Acceleration in digitization and automation
Employment has also fallen the most in sectors particularly vulnerable to automation, as the pandemic has accelerated trends in digitization and automation. Therefore, it is very likely, the IMF stresses, that these lost jobs will not be recovered, which will force the relocation of the unemployed to other sectors, with foreseeable wage cuts. The American case is significant: of the 10 million jobs lost when the pandemic hit the country in the spring of 2020, only 1.6 million have been recovered. And there are still 8.4 million fewer than in February 2020.
The race between the virus and vaccination also makes it possible to adjust the panorama in the short and medium term. Immunization can improve prognoses; the emergence of new resistant strains, make them worse. The leadership of the United States, at the forefront of vaccination in the world, may drag its partners in the advances, but also seriously affect the weaker markets if, in principle against the forecast, the Federal Reserve decides to abruptly increase the rates of interest.
More investment in health and education
The Fund appeals, as basic guidelines, to greater investment in health and education, as well as to maintain fiscal stimuli. “As long as the pandemic continues, the policies [nacionales] they must prioritize spending on health (in production and distribution of the vaccine, treatments and health infrastructure), as well as a well-defined fiscal support to the most affected households and companies, which will be gradually withdrawn to avoid sudden falls “. Education must correct inequalities caused by the emergency: the less wealthy countries lost 70% of their teaching hours, compared to 15% in advanced economies. The world average is 50%.
When the pandemic passes, “political efforts can focus more on creating greener and more inclusive economies. Investing in green infrastructures to mitigate climate change, increase social safety nets to mitigate inequality, increase productivity and adapt it to a more digitized economy and solve over-indebtedness ”are many other steps to avoid relapses.

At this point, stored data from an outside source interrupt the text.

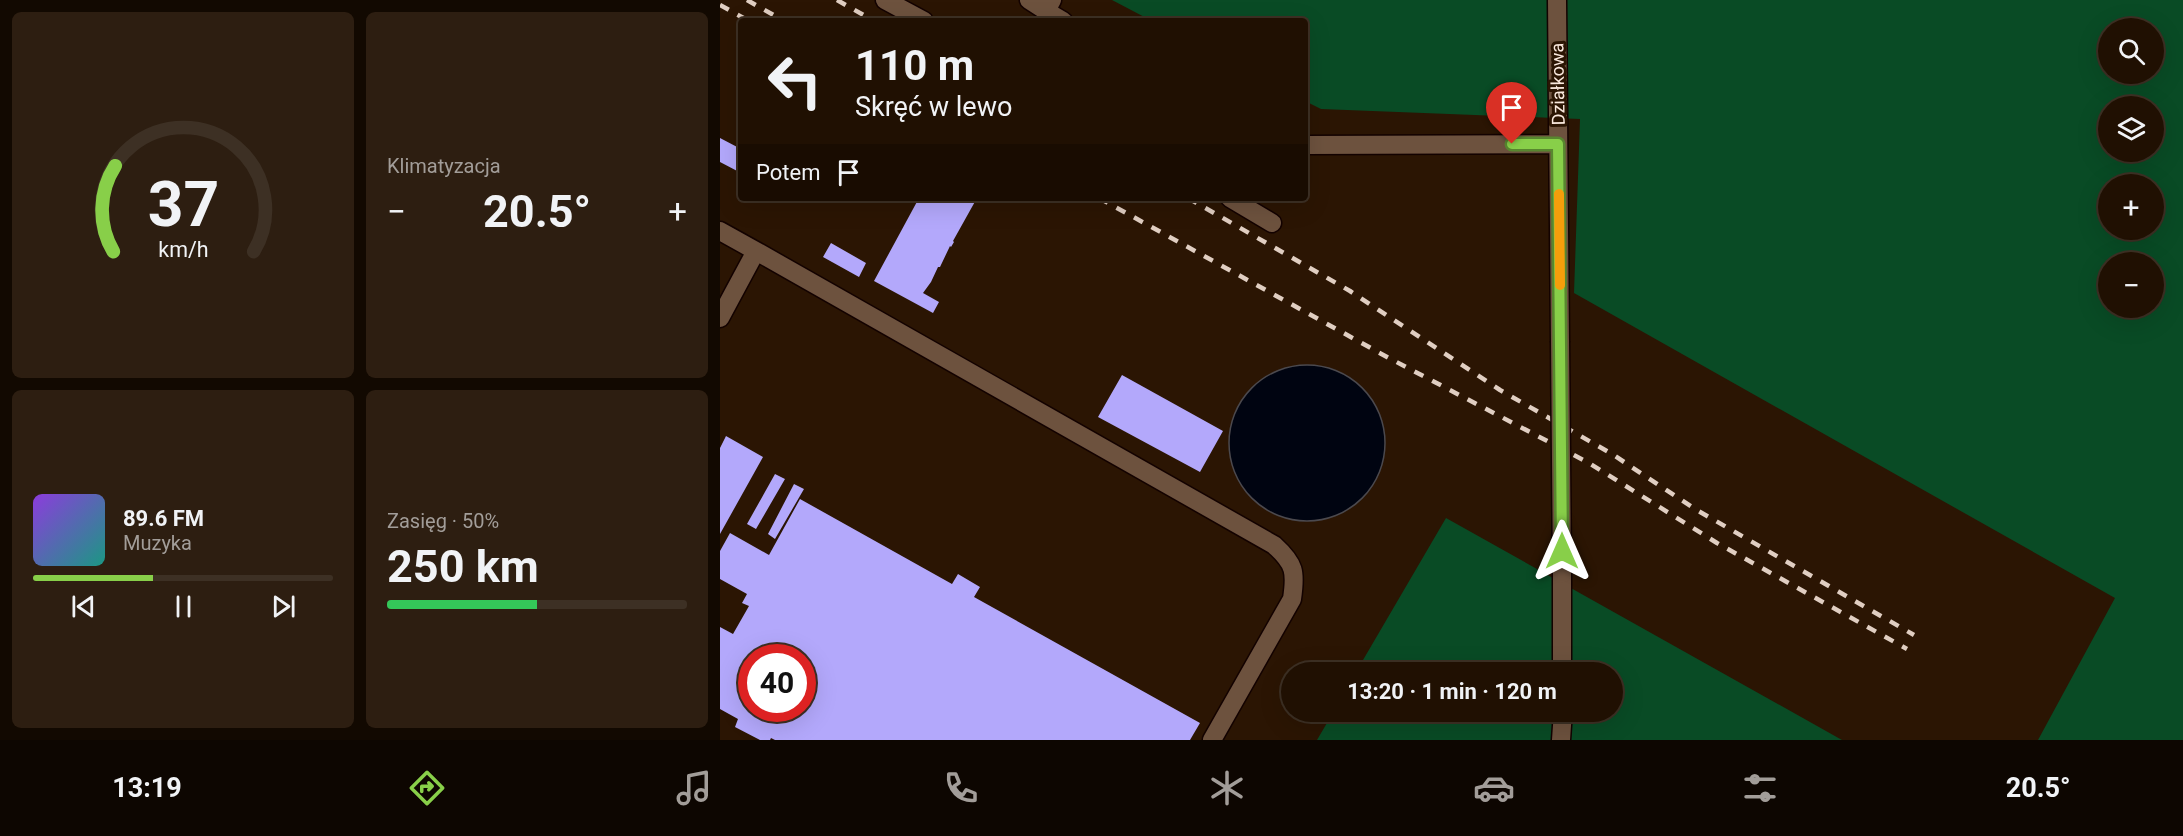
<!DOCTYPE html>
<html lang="pl">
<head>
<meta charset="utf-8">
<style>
	:root { --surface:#201002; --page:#2d1e11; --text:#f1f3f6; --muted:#a29d99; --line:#3d3024; --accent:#88cf49 }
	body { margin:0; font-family:Roboto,sans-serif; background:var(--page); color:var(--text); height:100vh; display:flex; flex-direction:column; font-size:22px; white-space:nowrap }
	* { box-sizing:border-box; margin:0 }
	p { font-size:20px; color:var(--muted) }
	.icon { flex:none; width:33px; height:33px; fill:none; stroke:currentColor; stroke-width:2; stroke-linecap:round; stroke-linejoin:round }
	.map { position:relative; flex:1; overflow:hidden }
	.panel { display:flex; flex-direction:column; gap:12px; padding:12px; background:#120901; width:720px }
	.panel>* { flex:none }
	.guide { position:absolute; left:18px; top:18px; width:570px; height:183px; border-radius:6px; box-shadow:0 6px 24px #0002,0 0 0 2px var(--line); background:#201002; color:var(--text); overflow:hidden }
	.tools { position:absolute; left:1378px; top:18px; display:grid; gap:12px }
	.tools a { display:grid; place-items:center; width:66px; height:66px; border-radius:50%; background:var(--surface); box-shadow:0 6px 24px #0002,0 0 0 2px var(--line); font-size:30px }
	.speed { position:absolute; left:18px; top:644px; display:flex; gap:12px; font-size:30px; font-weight:700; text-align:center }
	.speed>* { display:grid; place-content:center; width:78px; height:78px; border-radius:50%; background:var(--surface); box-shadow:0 6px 24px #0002,0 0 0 2px var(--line); line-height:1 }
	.speed .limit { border:9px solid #d22; background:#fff; color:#111 }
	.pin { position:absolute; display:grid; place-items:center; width:51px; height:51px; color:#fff; margin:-62px -26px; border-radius:50% 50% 50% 0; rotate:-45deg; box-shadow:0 0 6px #0007 }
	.pin .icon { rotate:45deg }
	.me { position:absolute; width:66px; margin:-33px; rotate:0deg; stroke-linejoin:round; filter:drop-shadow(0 0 4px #0008) }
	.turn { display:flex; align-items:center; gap:21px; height:126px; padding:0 18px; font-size:27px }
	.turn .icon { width:78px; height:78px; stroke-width:2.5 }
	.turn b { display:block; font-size:42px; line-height:51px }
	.then { display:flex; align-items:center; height:57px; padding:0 18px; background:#0003; gap:12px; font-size:22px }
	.big { font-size:45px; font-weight:700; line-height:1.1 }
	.panel .tile { flex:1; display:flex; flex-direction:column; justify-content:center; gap:9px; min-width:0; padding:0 21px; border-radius:9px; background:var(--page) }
	.panel .dial { align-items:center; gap:0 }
	.dial svg { height:156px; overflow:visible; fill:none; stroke:var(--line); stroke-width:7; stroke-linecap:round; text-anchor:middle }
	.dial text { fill:var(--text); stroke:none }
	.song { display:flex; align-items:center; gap:18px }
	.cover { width:72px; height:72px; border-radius:9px; background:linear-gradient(135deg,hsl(270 70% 55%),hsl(170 70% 35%)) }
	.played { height:6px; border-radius:3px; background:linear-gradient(90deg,var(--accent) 40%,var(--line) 40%) }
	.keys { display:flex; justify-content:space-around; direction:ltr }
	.heat { display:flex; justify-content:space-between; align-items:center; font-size:33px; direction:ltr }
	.charge { height:9px; border-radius:4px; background:linear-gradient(90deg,#34c759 50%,var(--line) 0) }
	.panel .tiles { flex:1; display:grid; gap:12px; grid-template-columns:repeat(2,1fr) }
	.trip { position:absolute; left:561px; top:662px; width:342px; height:60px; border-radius:30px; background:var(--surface); box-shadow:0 6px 24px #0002,0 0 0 2px var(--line); font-weight:700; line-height:60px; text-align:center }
	.menu { display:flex; height:96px; justify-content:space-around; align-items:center; background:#0d0601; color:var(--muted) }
	.menu .icon { width:42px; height:42px }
	.menu .on { color:var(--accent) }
	.menu b { font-size:27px; color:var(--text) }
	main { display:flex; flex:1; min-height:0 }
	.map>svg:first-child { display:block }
	.green { fill:#094b25; fill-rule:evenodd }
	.water { fill:#000411; stroke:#4b494e; stroke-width:1.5 }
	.building { fill:#b3a8fb; fill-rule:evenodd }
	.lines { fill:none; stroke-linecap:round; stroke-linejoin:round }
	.minor-casing { stroke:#130200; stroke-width:21 }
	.minor { stroke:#6d523e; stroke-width:18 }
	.rail { stroke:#e0cec2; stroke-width:4.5; stroke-dasharray:10 10; stroke-linecap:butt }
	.minor-bridge-casing { stroke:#130200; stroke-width:21; stroke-linecap:butt }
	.minor-bridge { stroke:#6d523e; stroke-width:18 }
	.route-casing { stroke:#58872f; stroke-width:15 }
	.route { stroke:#88cf49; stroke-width:10 }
	.slow { stroke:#f59e0b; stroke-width:10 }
	.labels { text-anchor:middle; stroke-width:6; stroke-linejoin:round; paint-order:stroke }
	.street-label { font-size:18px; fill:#fae9de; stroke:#2b1503 }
</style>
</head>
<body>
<main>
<section class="panel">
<div class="tiles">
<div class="tile dial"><svg viewBox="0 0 100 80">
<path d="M14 69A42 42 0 1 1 86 69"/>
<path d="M14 69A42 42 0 0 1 15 25" stroke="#88cf49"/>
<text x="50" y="56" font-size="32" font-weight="700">37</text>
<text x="50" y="72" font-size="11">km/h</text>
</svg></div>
<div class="tile"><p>Klimatyzacja</p>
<div class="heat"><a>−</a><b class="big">20.5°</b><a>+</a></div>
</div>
<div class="tile">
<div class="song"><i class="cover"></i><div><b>89.6 FM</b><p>Muzyka</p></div></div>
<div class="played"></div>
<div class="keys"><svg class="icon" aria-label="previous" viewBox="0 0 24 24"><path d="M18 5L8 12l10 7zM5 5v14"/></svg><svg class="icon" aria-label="pause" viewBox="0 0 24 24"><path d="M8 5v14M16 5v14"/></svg><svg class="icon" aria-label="next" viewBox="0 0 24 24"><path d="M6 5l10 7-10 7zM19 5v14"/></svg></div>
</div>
<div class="tile"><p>Zasięg · 50%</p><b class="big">250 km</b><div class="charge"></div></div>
</div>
</section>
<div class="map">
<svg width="1463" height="740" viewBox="0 0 1463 740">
	<rect width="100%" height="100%" fill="#2b1503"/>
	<path class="green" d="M392,0h1071v740h-145l77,-142 -541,-305 6,-174 -259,-10 -16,-8v-80h-153zM1389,28h45v46h-45zM1389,106h45v46h-45zM1389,184h45v46h-45zM1389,262h45v46h-45z
		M726,518l396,222h-525l17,-29h278v-39h-256z"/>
	<path class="water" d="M509 443a78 78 0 1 1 156 0a78 78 0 1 1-156 0Z"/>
	<path class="building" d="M0,138l21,11v24l-21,-11z
		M199,198h58l-24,43 1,1 -3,5 -1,-1 -10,21h-2l-7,15 -8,11 16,9 -6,11 -59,-32z
		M111,243l35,20 -7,14 -36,-20z
		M402,375l101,56 -23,41 -102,-55z
		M6,436l37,21 -43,77v-86z
		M55,474l10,5 -29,50 -9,-5z
		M74,484l10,5 -29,50 -7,-5z
		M80,499l152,85 6,-10 22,13 -6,10 226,126 -10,17h-415l-4,-2 -1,2h-10l-25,-13 3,-8 -18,-10v-82l13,7 16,-28 -7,-3 5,-9 -27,-15v-28l10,-18 39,22zM32,657h50v51h-50z"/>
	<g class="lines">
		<defs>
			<path id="minor" d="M165,0l39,21
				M309,0l17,11
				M332,0l-6,11 17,10
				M837,0l3,341
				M585,145l253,-1
				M510,198l42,25
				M0,231l36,20 -36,67
				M36,251l518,294c21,19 22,27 18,54l-80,141
				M842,574v98
				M841,740l2,-29"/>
		</defs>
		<use href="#minor" class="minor-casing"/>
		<use href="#minor" class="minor"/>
		<path class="rail" d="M27,0l37,21
			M117,0l37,21
			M0,5l29,16
			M379,198l288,159 202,106 128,80 190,106
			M468,198l162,93 150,99 112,64 83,55 219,126"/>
		<defs>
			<path id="minor-bridge" d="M840,341l2,233"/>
		</defs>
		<use href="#minor-bridge" class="minor-bridge-casing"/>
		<use href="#minor-bridge" class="minor-bridge"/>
	</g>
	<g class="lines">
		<defs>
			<path id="route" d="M792,144h46l4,407"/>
		</defs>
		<use href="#route" class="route-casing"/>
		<use href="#route" class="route"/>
		<path class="slow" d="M839,194l1,91"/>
	</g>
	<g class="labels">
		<g class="street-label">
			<text transform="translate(838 84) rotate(-91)" y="6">Działkowa</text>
		</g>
	</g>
</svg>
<div class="tools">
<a><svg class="icon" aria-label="search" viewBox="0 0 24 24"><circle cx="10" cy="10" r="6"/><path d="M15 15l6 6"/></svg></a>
<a><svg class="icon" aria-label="layers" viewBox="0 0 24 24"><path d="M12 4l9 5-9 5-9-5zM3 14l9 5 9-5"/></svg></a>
<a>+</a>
<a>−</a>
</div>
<div class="speed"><div class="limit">40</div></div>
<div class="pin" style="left:792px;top:144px;background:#d93025"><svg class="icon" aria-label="arrive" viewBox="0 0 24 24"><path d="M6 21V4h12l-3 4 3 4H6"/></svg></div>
<svg class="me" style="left:842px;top:551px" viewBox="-20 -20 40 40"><path d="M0-17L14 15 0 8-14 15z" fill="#88cf49" stroke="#fff" stroke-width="4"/></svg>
<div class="trip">13:20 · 1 min · 120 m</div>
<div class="guide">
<div class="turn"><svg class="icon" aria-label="left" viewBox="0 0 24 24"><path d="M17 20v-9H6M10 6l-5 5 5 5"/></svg><div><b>110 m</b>Skręć w lewo</div></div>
<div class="then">Potem<svg class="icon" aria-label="arrive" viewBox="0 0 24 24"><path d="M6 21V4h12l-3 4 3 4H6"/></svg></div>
</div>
</div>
</main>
<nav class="menu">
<b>13:19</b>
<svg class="icon on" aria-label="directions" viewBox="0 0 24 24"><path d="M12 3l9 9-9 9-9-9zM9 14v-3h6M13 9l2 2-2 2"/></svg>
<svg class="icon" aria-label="music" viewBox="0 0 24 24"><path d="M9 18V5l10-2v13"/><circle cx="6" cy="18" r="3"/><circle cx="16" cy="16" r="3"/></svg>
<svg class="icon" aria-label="phone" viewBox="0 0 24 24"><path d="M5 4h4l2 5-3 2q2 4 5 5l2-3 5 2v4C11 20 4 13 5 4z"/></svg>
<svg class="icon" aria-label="climate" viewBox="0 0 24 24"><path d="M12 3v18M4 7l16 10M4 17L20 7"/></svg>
<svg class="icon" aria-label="car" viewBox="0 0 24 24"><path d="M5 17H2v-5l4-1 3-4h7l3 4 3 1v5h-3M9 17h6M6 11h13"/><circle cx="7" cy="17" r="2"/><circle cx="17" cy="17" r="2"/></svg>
<svg class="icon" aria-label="filters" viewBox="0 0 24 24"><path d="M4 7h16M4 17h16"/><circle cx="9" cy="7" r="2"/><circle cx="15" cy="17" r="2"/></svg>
<b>20.5°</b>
</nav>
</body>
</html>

But all of this requires funding, as highlighted by the ambitious infrastructure plan to modernize the US economy put forward by President Joe Biden. It may be easier for the US, despite opposition from the business class, but for those countries with limited fiscal space, the key will be “better manage revenues, greater fiscal progressiveness, and redirect spending toward critical investments in health. social coverage and infrastructures ”in the medium and long term and containing borrowing costs.
Finally, and although without naming the contenders, the Fund considers it essential to resolve trade and technological tensions (nod to the US and China, but also to the EU in the face of the deployment of the 5G network), and finds, in the explicit case of both powers, the existing tensions “in intellectual property and cybersecurity.” It also warns of the risk of growing technological protectionism and especially in relation to medical supplies or scientific or pharmacological advances. “Countries should cooperate against climate change, in digitization, modernization of international corporate rates and in measures to limit the cross-border transfer of benefits, as well as to avoid tax evasion,” the report concludes.
The mention of international corporate rates seems like a welcome nod to US Treasury Secretary Janet Yellen and her proposal for a global minimum corporate tax for multinationals, formulated white on black just 24 hours before the Fund reveal its roadmap for navigating the long-lasting undertow of the pandemic.
Eddie is an Australian news reporter with over 9 years in the industry and has published on Forbes and tech crunch.